WWII evacuee's memoirs discovered in attic

A chance discovery has unearthed the memoirs of a woman evacuated to Lincolnshire during World War Two.
Valerie Braunston lived in London during the Blitz but was sent to a pig farm in Brampton when the Germans launched their V weapons, which they hoped would win them the war.
In 2023, her son Miles Bingham was clearing his mother's attic when he found her memoirs.
However, 88-year-old Valerie had Alzheimer's disease and did not recognise her own work.
Mr Bingham, 58, said he made the discovery when his mother moved into a care home.
From under the cobwebs and dust in the loft of her house in Ludlow, Shropshire, he pulled a manuscript which had lain unseen for decades.
It told the story of Valerie's experiences in wartime north London, in a house in Bush Hill Park, and when she was evacuated to Lincolnshire in 1944, aged about 11.
"Whilst they'd survived the Blitz, they were struggling to deal with this new wave of German rockets," Mr Bingham said.
He shared an extract from the memoir, which has been published as a book called London Can Take It.
"The boom of each V1 hitting London meant I could hear the detonations. Sometimes I even felt the earth tremor. At each explosion I bit my lips until they started to split. My mother looked gaunt with worry."

Valerie was bundled on to a train and sent away to safety in the countryside. She had no idea where she was going.
She described arriving at the farm.
"To my despair, where a normal family might have had a front garden, here was a foul-smelling piggery right beside the property. I would be living with a pig man and his wife.

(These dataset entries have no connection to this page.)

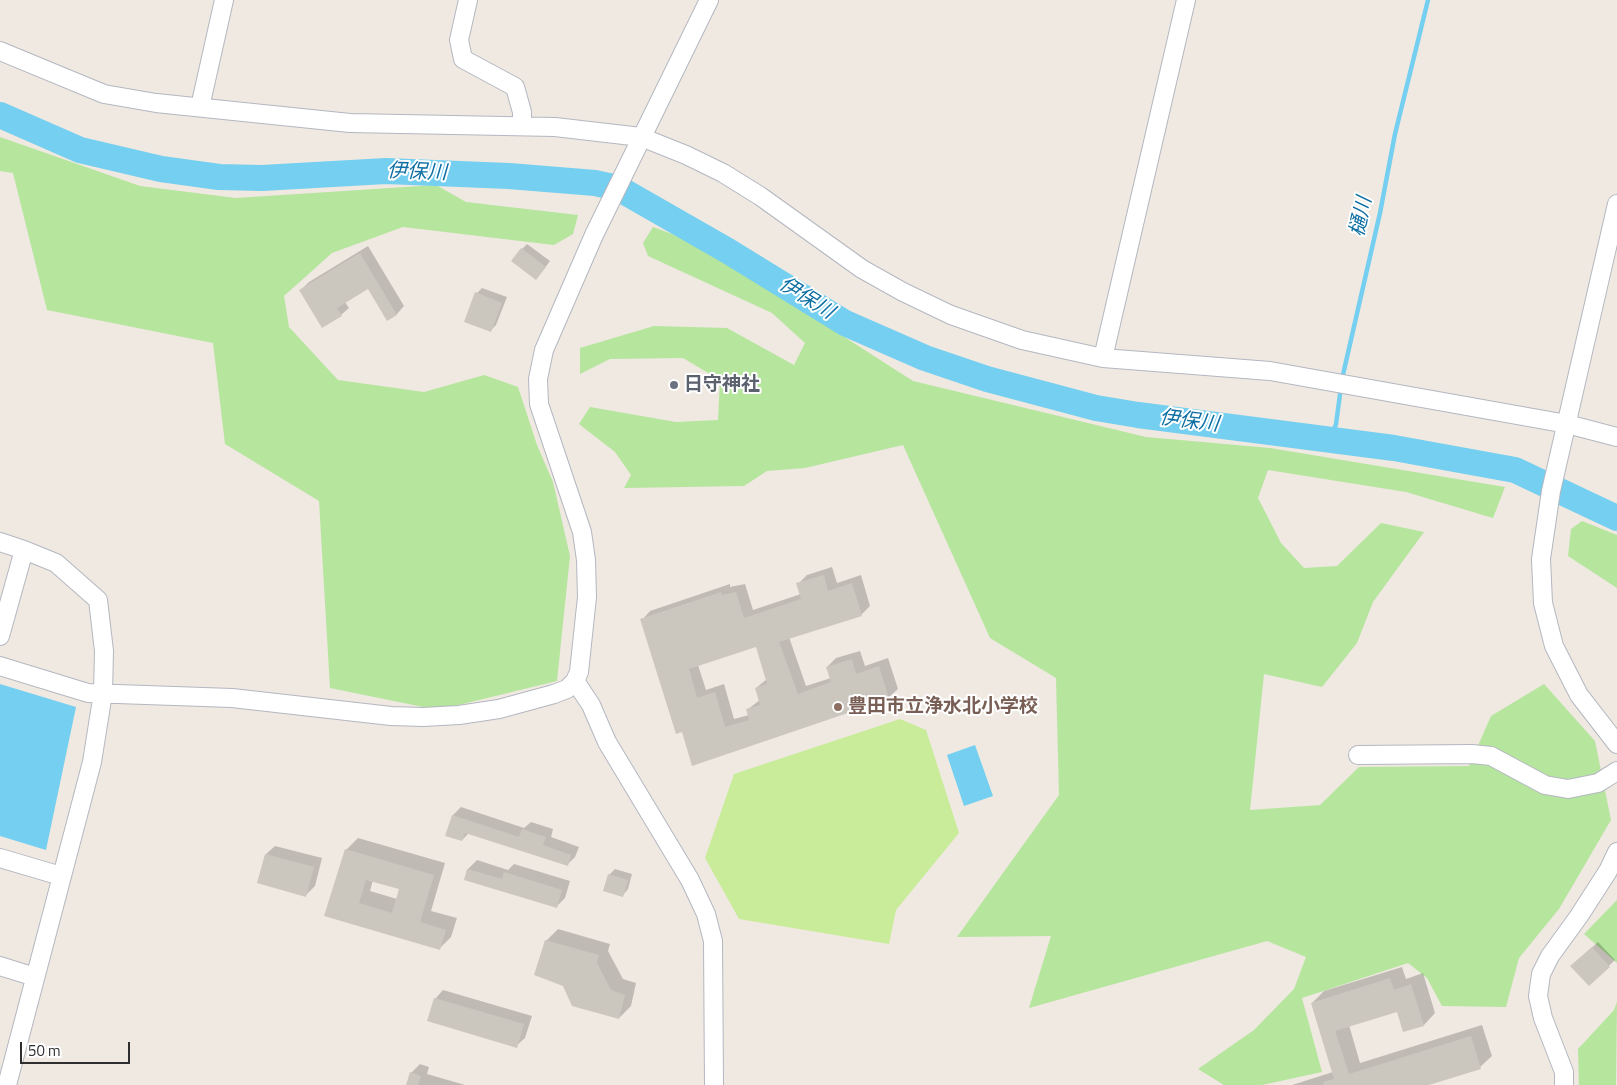 <!DOCTYPE html>
<meta charset="utf-8">
<style>
body{margin:0}
#map{position:relative;width:1617px;height:1085px;overflow:hidden;background:#efe9e1;font-family:"Titillium Web",sans-serif}
canvas{display:block}
.scale{position:absolute;left:20px;top:1042px;width:110px;height:22px;box-sizing:border-box;border:2px solid #2e2e2e;border-top:0;padding-left:6px;font-size:15px;line-height:18px;white-space:nowrap;color:#2e2e2e;-webkit-text-stroke:4px #fff;paint-order:stroke}
</style>
<div id="map">
<canvas width="1617" height="1085"></canvas>
<div class="scale">50 m</div>
</div>
<script>
const context = document.querySelector('canvas').getContext('2d');
context.lineJoin = 'round';
function fill(path, color) { context.fillStyle = color; context.fill(path, 'evenodd'); }
const poly = rows => new Path2D(rows.map(r => 'M' + r).join(''));
function trace(path, color, width, dash) { context.strokeStyle = color; context.lineWidth = width; context.lineCap = dash ? 'butt' : 'round'; context.setLineDash(dash || []); context.stroke(path); }
function write(font, color, halo, rows, align = 'center') {
  context.font = font + ' "Titillium Web","Noto Sans JP",sans-serif'; context.lineWidth = 4; context.setLineDash([]); context.textBaseline = 'middle'; context.strokeStyle = halo; context.fillStyle = color; for (const [text, x, y, turn = 0] of rows) {
    context.save(); context.translate(x, y); context.rotate((+turn || 0) * Math.PI / 180); context.textAlign = isNaN(turn) ? turn : align; if (halo) context.strokeText(text, 0, 0); context.fillText(text, 0, 0); context.restore();
  }
}
const green = poly([
 [0,137,140,186,236,198,436,185,466,202,578,215,573,234,554,245,403,227,332,253,284,296,289,327,338,380,424,392,484,375,518,387,537,445,553,482,570,556,557,681,438,710,330,688,319,501,225,444,213,343,47,310,13,173,0,171],
 [653,227,683,238,796,306,913,381,1146,437,1270,448,1505,487,1493,518,1406,492,1268,470,1258,498,1281,543,1304,568,1337,566,1381,523,1424,532,1373,602,1357,643,1322,687,1264,674,1250,810,1320,805,1359,767,1469,766,1491,716,1544,684,1595,741,1611,820,1559,909,1519,958,1506,1007,1442,1006,1427,978,1408,963,1302,998,1322,1072,1262,1085,1224,1085,1198,1069,1254,1030,1294,989,1306,957,1267,941,1029,1008,1051,936,957,937,1059,795,1056,678,990,638,903,445,805,468,767,471,744,486,624,488,631,475,615,452,579,424,590,407,676,422,718,420,720,380,683,358,610,359,580,374,580,348,654,326,727,328,794,365,805,343,772,313,648,256,643,243],
 [1582,521,1617,535,1617,588,1568,556,1571,529],
 [1617,900,1617,963,1584,934],
 [1617,1002,1616,1085,1579,1085,1578,1049,1614,1010]
]);
const pitch = poly([
 [900,719,926,730,959,833,896,910,889,944,739,919,705,858,734,774]
]);
const water = poly([
 [0,684,76,707,46,850,0,836],
 [975,745,993,796,964,806,947,755]
]);
const shadow = poly([
 [527,244,550,261,541,273,522,249],
 [368,246,404,306,397,314,387,319,368,288,345,302,349,308,341,315,301,290,309,282],
 [482,288,507,297,496,325,490,331,477,293],
 [832,567,837,583,861,575,870,606,861,615,789,637,806,686,831,678,827,667,836,658,860,651,865,666,888,658,898,689,889,697,692,764,683,731,642,620,650,611,730,584,730,587,745,584,753,610,801,594,798,584,807,575],
 [757,646,767,679,756,688,760,700,748,709,749,715,734,719,724,684,706,690,698,665],
 [461,807,524,828,531,822,553,829,551,837,579,847,575,857,567,865,469,833,462,840,453,815],
 [358,838,445,863,431,911,457,918,451,937,439,949,326,915,346,850],
 [373,880,400,889,397,899,370,891],
 [275,846,322,858,315,886,306,895,266,854],
 [477,860,508,870,514,864,570,881,565,898,556,907,465,879,468,869],
 [615,869,632,874,628,889,623,895,609,875],
 [558,929,610,944,608,951,623,979,636,983,631,1006,619,1018,546,941],
 [1598,942,1615,960,1589,985,1572,966],
 [1402,967,1406,979,1423,973,1435,1013,1424,1025,1398,1010,1349,1025,1360,1063,1482,1025,1492,1056,1480,1067,1425,1085,1292,1085,1333,1072,1312,1003,1324,991],
 [443,990,532,1016,525,1038,516,1046,435,999],
 [420,1064,429,1067,427,1074,465,1085,407,1085,411,1073]
]);
const stream = poly([
 [1342,379,1380,213,1395,134,1428,0],
 [1330,441,1336,424,1341,387]
]);
const river = poly([
 [0,115,80,150,161,169,219,177,262,178,386,171,509,176,595,183,618,188,728,251,845,323,925,358,987,379,1096,408,1138,415,1394,448,1515,470,1617,518]
]);
const building = poly([
 [521,248,546,267,536,280,511,261],
 [360,253,397,315,387,321,368,289,337,308,342,316,322,328,299,290],
 [475,292,502,303,491,332,464,322],
 [824,575,828,591,852,583,862,616,779,642,798,694,831,682,826,667,852,659,856,674,879,666,889,699,692,766,682,732,676,734,640,619,721,592,722,595,736,592,744,618,801,599,796,583],
 [756,647,767,684,755,688,760,705,746,709,749,720,725,727,715,692,697,698,689,669],
 [452,815,519,837,522,829,546,837,543,845,571,855,568,866,465,833,462,841,445,836],
 [345,849,434,875,420,922,446,930,440,950,324,916],
 [366,880,399,889,392,913,359,903],
 [265,854,314,867,306,897,257,883],
 [467,869,502,879,504,872,562,890,557,908,464,880],
 [608,874,628,880,623,897,603,891],
 [545,940,599,955,597,963,611,990,625,995,619,1019,572,1006,563,986,534,975],
 [1592,947,1610,967,1589,986,1570,966],
 [1390,978,1394,990,1411,984,1424,1026,1403,1032,1397,1012,1335,1031,1349,1074,1471,1036,1481,1069,1429,1085,1324,1085,1323,1082,1334,1079,1311,1003],
 [434,998,524,1024,517,1048,427,1021],
 [410,1072,421,1076,418,1085,406,1085]
]);
const minor = poly([
 [468,0,459,40,463,59,515,87,522,112,522,126],
 [0,51,104,94,156,103,350,123,555,127,641,137,686,155,723,173,760,196,862,269,903,292,951,315,1022,340,1103,358,1270,371,1567,424,1617,437],
 [200,107,224,0],
 [1617,204,1551,491,1541,559,1543,603,1554,646,1579,695,1617,744],
 [1103,358,1186,0],
 [0,542,24,550,0,636],
 [0,666,88,693,232,698,391,716,423,717,459,715,499,709,554,694,567,689,575,681,579,672,587,597,586,560,582,532,539,404,538,379,544,350,594,235,709,0],
 [575,681,591,705,607,742,690,880,706,914,713,941,714,1085],
 [1358,755,1472,754,1491,756,1545,785,1568,789,1598,783,1617,771],
 [0,858,61,876],
 [0,966,35,977],
 [7,1085,92,762,103,693,104,651,98,600,56,563,24,550],
 [1564,1085,1564,1072,1543,1018,1538,996,1541,974,1550,956,1579,916,1608,871,1617,852]
]);
const markers = [
 [674,385,5,"#6b7280"],
 [838,707,5,"#8d6e63"]
];
const worshipNames = [
 ["日守神社",684,385]
];
const educationNames = [
 ["豊田市立浄水北小学校",848,707]
];
const waterNames = [
 ["伊保川",417,173,2],
 ["樋川",1362,217,-78],
 ["伊保川",806,299,32],
 ["伊保川",1189,422,7]
];
fill(green, '#b6e59e');
fill(pitch, '#c9ec9a');
fill(water, '#75cff0');
fill(shadow, '#0003');
trace(stream, '#75cff0', 4.5);
trace(river, '#75cff0', 26);
fill(building, '#cbc7bf');
trace(minor, '#b4b7c1', 20);
trace(minor, '#fff', 18);
for (const [x, y, r, color] of markers) { const dot = new Path2D(); dot.arc(x, y, r, 0, 2 * Math.PI); context.fillStyle = color; context.fill(dot); trace(dot, '#fff', 2); }
write('bold 19px', '#5b616d', '#fff', worshipNames, 'left');
write('bold 19px', '#785e54', '#fff', educationNames, 'left');
write('italic 20px', '#0d6fa3', '#fff', waterNames);
</script>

"I was shown to a small room and I was told to go straight to bed. I just lay there in the dark with my eyes closed, hoping I might wake up tomorrow and this was all a big mistake."

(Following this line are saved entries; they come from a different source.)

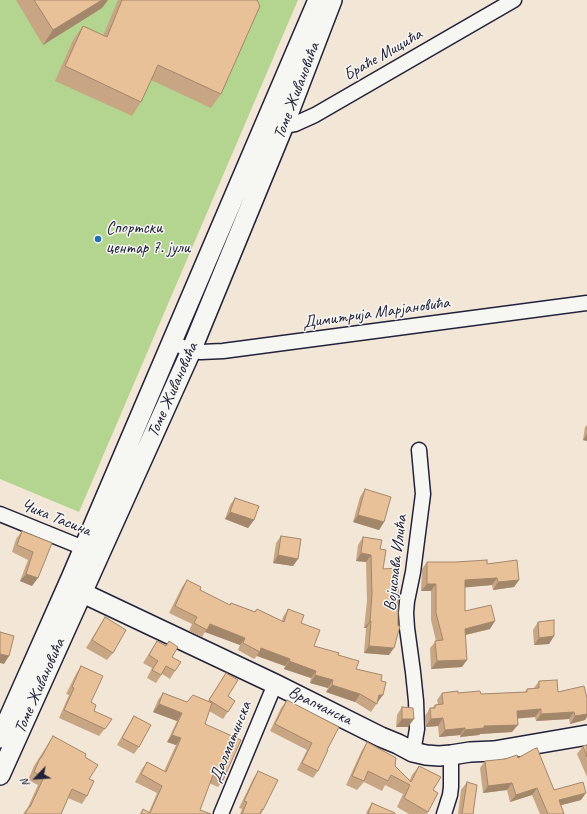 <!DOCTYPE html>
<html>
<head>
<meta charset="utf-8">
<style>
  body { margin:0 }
  #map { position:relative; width:587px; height:814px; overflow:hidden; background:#f2e6d7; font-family:Caveat,sans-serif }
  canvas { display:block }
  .north { position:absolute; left:16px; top:758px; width:40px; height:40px; -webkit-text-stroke:3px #f6f6f2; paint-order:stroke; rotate:245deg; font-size:11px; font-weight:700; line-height:16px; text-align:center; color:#22223b }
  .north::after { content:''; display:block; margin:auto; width:14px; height:18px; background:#22223b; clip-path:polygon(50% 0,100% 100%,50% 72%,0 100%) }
</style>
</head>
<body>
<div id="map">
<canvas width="587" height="814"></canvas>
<div class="north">N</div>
</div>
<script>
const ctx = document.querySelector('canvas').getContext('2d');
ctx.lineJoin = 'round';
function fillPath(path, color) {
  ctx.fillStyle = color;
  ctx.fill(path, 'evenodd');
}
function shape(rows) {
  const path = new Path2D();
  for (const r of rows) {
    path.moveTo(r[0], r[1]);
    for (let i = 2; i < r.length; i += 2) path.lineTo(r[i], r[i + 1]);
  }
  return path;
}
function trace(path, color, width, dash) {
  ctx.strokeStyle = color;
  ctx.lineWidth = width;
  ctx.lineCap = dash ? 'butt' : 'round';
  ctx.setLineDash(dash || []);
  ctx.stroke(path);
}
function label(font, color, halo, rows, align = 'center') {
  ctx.font = font + ' Caveat,sans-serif';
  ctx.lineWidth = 3;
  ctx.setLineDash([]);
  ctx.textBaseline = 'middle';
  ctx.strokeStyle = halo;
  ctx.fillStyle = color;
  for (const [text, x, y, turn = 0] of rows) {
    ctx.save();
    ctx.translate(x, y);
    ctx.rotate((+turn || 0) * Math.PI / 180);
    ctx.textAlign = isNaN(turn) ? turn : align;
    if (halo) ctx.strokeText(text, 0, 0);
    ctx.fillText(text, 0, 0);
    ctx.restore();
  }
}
const green = shape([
  [0,0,298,0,79,512,0,479]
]);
const minor = shape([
  [277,123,284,125,289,125,295,124,315,115,514,0],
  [172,342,191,351,201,352,223,351,587,303],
  [0,514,91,551],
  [413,752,417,729,416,701,413,672,407,628,406,613,407,601,413,572,423,494,419,450],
  [221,814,275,684],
  [444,814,450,795,451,787,451,755]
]);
const secondary = shape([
  [70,587,275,684,381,737,398,744,413,752,426,755,439,756,451,755,470,752,494,751,587,735],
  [0,738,71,578,318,0],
  [0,775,191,351,284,125,332,0]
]);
const wall = shape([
  [16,0,108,0,102,8,43,45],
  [118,0,257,0,221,94,211,108,151,80,141,102,132,116,55,81,73,40,83,26,103,36],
  [587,425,587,441,583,440,585,427],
  [365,489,384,522,379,530,353,522,360,497],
  [235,498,254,520,248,528,225,519,230,505],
  [22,531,52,543,32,586,20,581,28,560,12,552,16,539],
  [281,536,298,559,293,566,273,563,276,543],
  [363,537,380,549,383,569,389,655,364,653,366,628,364,628,367,601,366,562,356,561,358,545],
  [427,562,487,564,519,580,514,587,493,590,492,585,465,587,465,611,490,629,466,635,462,667,431,669,430,648,436,641,431,620,431,591,421,591,422,569],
  [187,580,200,590,229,605,231,603,254,612,257,609,282,621,283,617,288,609,301,623,314,646,338,655,356,669,381,681,377,703,371,712,355,702,326,692,328,688,310,683,311,678,284,669,285,666,257,656,254,659,238,650,240,645,205,632,202,637,189,631,192,624,169,613,182,587],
  [105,617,113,653,107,660,86,648,100,625],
  [538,622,554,636,549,644,534,645,533,630],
  [157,641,165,646,169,641,175,671,170,679,162,674,156,683,147,678,152,668,143,663],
  [81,666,94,711,107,726,99,736,59,718,69,695,66,694,76,674],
  [226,673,228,696,235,701,223,719,209,711,205,724,223,780,218,787,209,783,200,810,211,814,140,814,143,809,149,812,157,793,135,782,142,769,147,762,164,771,176,745,167,742,177,721,153,712,158,700,163,693,187,702,208,701],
  [539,681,558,692,587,698,587,717,585,720,570,724,569,719,536,721,535,717,517,718,512,732,480,734,479,735,460,737,460,735,439,737,438,726,425,727,425,716,430,708,432,708,435,705,438,704,437,700,442,693,481,694,525,692,527,689,534,688],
  [287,700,327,750,318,771,313,778,297,770,307,750,270,731,281,708],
  [402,707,408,727,396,727,397,715],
  [134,716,139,747,134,754,117,745,129,724],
  [53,736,85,757,89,779,87,796,82,804,68,798,61,814,23,814,28,807,38,785,28,780,34,766],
  [367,742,395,766,410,780,412,775,419,766,433,790,428,812,427,814,409,814,397,807,403,794,385,785,382,791,364,782,357,790,346,785,361,752],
  [587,745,587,777,577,754,583,746],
  [518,758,554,790,581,800,561,805,564,814,540,814,532,795,510,802,507,790,483,793,480,768,485,761],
  [258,771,263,810,261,814,240,814,242,809,239,808,253,779],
  [467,782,473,814,458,814,461,790],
  [372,803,395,814,366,814,367,811]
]);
const shadedWall = shape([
  [102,0,108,0,102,8,43,45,53,30],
  [587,434,587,441,583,440],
  [230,512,254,520,248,528,225,519],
  [358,515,384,522,379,530,353,522],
  [361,553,371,555,366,562,356,561],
  [278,555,298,559,293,566,273,563],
  [26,574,38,578,32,586,20,581],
  [497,578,492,585,460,588,465,580],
  [519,580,514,587,493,590,498,582],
  [427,584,436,584,431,591,421,591],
  [370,621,371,621,366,628,364,628],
  [495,621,490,629,460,636,465,629],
  [210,624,245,638,240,645,205,632],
  [554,636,549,644,534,645,539,638],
  [369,646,394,648,389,655,364,653],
  [261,648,290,659,285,666,257,656],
  [0,654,9,656,4,664,0,663],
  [467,660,462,667,431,669,437,661],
  [289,661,316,671,311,678,284,669],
  [315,675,333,680,328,688,310,683],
  [332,685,360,694,355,702,326,692],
  [379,695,383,695,377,703,374,703],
  [159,704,182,713,177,721,153,712],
  [541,709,535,717,512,719,517,711],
  [574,712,569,719,536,721,541,714],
  [587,714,587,717,585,720,570,724,575,716],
  [443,718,438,726,425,727,431,719],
  [402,719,414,719,408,727,396,727],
  [518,725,512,732,480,734,479,735,460,737,465,730,484,726],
  [465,728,460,735,439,737,445,730],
  [172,735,181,738,176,745,167,742],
  [512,783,507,790,483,793,488,786],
  [537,788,532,795,510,802,516,795],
  [586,793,581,800,554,807,559,800]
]);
const building = shape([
  [34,0,102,0,53,30,34,0],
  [122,0,257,0,260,6,221,94,158,65,141,102,65,66,83,26,107,37,122,0],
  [365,489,391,497,384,522,358,515,365,489],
  [235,498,259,506,254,520,230,512,235,498],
  [22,531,52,543,38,578,26,574,33,552,17,545,22,531],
  [281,536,301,539,298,559,278,555,281,536],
  [363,537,382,540,380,549,386,550,383,569,398,568,398,626,400,626,394,648,369,646,371,621,370,621,372,594,371,555,361,553,363,537],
  [487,560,487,564,517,560,519,580,498,582,497,578,465,580,465,611,491,605,495,621,465,629,467,660,437,661,435,641,443,640,436,613,436,584,427,584,427,562,456,562,487,560],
  [187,580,201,587,200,590,230,605,231,603,255,612,257,609,284,622,288,609,304,615,301,623,320,630,314,646,339,653,338,655,359,661,356,669,382,675,381,681,386,682,383,695,379,695,377,704,360,694,332,685,333,680,315,675,316,671,289,661,290,659,261,648,260,652,243,643,245,638,210,624,207,630,194,623,197,617,175,606,187,580],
  [105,617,126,630,113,653,92,640,105,617],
  [554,620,554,636,539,638,538,622,554,620],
  [0,632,14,636,9,656,0,654,0,632],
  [157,641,166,646,169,641,178,647,172,657,181,662,175,671,166,666,161,675,152,670,158,661,149,655,157,641],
  [81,666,103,676,91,702,96,705,94,711,112,719,105,729,64,710,74,688,72,687,81,666],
  [226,673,238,680,228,696,235,701,228,712,209,700,226,673],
  [557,680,558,692,584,686,587,698,587,714,575,716,574,712,541,714,541,709,517,711,518,725,484,726,484,728,465,730,465,728,445,730,443,718,431,719,430,708,435,708,435,705,443,704,442,693,458,691,458,693,480,691,481,694,527,692,527,689,539,688,539,681,557,680],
  [163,693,187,702,193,695,212,703,205,724,241,740,223,780,213,775,200,810,211,814,141,814,143,809,150,813,162,786,141,774,147,762,166,772,181,738,172,735,182,713,159,704,163,693],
  [287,700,339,727,327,750,328,750,318,771,302,763,312,743,275,724,287,700],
  [402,707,413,708,414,719,402,719,402,707],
  [134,716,151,725,139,747,122,738,134,716],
  [53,736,86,754,85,757,98,765,89,779,94,781,87,796,72,789,61,814,25,814,29,807,30,807,44,777,34,772,40,758,41,758,53,736],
  [367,742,396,758,395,766,411,782,419,766,441,777,433,790,438,793,428,812,404,798,410,785,391,775,388,781,368,771,364,781,352,776,367,742],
  [587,745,587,757,583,746,587,745],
  [537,748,554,790,583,782,586,793,559,800,564,814,548,814,537,788,516,795,512,783,488,786,485,761,505,759,517,755,518,758,534,749,537,748],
  [258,771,278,780,263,810,262,809,260,814,242,814,247,802,244,801,258,771],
  [467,782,477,785,473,814,462,814,467,782],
  [372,803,395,813,395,814,368,814,372,803]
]);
const markers = [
  [98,239,4,"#1f6fb2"]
];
const streetNames = [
  ["Браће Мицића",383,55,-30],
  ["Томе Живановића",297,91,-69],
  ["Димитрија Марјановића",376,313,-8],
  ["Томе Живановића",173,390,-66],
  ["Чика Тасина",56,518,22],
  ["Војислава Илића",396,563,-83],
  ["Томе Живановића",40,686,-66],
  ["Врапчанска",320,706,26],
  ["Далматинска",231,742,-68]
];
const poiNames = [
  ["Спортски",106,229],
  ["центар 7. јули",106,249]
];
fillPath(green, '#b3d58f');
trace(minor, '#22223b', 17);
trace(secondary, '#22223b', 22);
trace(minor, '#f6f6f2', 14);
trace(secondary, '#f6f6f2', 19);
fillPath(wall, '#c8a684');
fillPath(shadedWall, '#a3876b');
fillPath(building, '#e9c199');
trace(building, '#a3876b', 1);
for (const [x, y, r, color] of markers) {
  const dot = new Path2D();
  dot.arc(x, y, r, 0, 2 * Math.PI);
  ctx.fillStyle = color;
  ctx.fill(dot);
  trace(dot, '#f6f6f2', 1.5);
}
label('17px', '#22223b', '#f6f6f2', streetNames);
label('17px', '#22223b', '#f6f6f2', poiNames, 'left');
</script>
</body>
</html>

Mr Bingham recalled how his mother found an atlas of Britain at school and tried to look up where she was living.
"She'd gone from the biggest city in the northern hemisphere to a place not even marked on a map of the United Kingdom. It felt like she'd arrived at the end of the world."

Mr Bingham said his mother initially wanted to go straight back to London. She slipped little notes into her letters home asking for her mother to come and collect her.
But she loved the beautiful Lincolnshire countryside, he said.
"I remember watching in astonishment, the golden sun dipping below the distant horizon. Previously, I'd only ever arched my neck to view the sun blocked off by tall buildings."
Unfortunately, Valerie was unable to appreciate the discovery of her story.
"She was suffering from Alzheimer's, " Mr Bingham said.
"And even when I started to read extracts from her own work, she didn't recognise it at all.
"Of course, I just wish I could have discussed it with her, but she died within two weeks of going into a care home.
"What we have is something really rare and it illuminates a childhood of somebody living in London and experiencing the Blitz. It's also a fantastic story about an evacuee's experiences as well."